Housing has become the front-line defense against the Covid-19 outbreak. Home has rarely been more of a life or death situation.
According to the UN, approximately 1.8 billion people worldwide live in homelessness and grossly inadequate housing. By ensuring access to secure housing with adequate sanitation, governments will not only protect the lives of those who are homeless or living in informal settlements but will help protect the entire world’s population by flattening the curve of Covid-19. I am deeply concerned about two specific populations groups: those living in emergency shelters, homelessness and informal settlements, and those facing job loss and economic hardship which could result in mortgage and rental arrears and evictions.
People affected by humanitarian crises, particularly those displaced and/or living in camps and camp-like settings, are often faced with specific challenges and vulnerabilities that must be taken into consideration when planning for readiness and response operations for the Covid-19 outbreak and possible future pandemics. These are people that are frequently neglected, stigmatized, and may face difficulties in accessing health services that are otherwise available to a general population.
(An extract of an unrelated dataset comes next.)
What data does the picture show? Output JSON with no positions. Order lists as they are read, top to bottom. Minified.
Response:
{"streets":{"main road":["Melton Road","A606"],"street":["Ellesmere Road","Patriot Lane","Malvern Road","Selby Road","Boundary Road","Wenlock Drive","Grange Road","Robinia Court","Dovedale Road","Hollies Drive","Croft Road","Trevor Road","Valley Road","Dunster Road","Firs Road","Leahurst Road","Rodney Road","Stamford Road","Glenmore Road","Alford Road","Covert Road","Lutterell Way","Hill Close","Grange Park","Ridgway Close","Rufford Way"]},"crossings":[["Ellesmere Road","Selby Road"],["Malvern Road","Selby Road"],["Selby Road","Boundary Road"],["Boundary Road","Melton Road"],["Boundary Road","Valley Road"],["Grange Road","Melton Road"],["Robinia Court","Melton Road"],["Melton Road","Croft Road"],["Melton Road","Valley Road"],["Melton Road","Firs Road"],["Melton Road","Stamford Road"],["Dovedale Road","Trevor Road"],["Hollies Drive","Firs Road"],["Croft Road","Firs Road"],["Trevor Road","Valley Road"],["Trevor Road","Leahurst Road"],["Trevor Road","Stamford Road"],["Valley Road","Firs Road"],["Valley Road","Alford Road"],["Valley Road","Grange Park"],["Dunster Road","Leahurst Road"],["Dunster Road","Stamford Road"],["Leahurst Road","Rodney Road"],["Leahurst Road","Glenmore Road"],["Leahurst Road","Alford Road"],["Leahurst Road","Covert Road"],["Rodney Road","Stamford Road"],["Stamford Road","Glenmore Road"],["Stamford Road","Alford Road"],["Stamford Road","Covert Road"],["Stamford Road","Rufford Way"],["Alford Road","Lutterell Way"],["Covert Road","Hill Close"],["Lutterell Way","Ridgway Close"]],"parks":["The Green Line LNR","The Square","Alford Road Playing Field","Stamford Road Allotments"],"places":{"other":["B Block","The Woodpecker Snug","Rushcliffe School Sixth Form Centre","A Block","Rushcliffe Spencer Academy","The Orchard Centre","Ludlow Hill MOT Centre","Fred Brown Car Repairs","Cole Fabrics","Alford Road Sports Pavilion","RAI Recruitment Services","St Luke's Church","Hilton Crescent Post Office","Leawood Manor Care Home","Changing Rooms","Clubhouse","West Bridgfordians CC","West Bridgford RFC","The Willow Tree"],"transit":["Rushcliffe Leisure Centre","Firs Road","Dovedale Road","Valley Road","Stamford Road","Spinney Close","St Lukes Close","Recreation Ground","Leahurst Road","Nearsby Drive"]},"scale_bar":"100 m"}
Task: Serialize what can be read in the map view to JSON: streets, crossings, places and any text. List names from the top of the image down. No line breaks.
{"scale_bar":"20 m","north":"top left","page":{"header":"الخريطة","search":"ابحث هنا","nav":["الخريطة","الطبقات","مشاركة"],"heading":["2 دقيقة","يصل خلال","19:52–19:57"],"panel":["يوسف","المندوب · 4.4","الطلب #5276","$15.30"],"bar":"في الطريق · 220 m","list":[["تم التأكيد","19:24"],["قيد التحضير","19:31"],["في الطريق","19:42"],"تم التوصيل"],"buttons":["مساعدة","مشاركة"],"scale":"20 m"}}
In this context, Urban-Think Tank has been working to raise global attention to favelas, slums, and townships for the last 20 years.
The economic consequences for those in informal settlements will be long-lasting. As cities suspend daily activities and restrict movement, day laborers and those in informal employment will lose their income. This can result in people being forced to leave their homes due to their inability to pay rent. Without any social benefits, they will be unable to care for their families. It is of extreme importance from a protection and human-rights and public health perspective, that people affected by humanitarian crises are included in all Covid-19 outbreak readiness and response strategies, plans and operations. There is a strong public health rationale to extend all measures to everyone, regardless of status and ensuring inclusiveness.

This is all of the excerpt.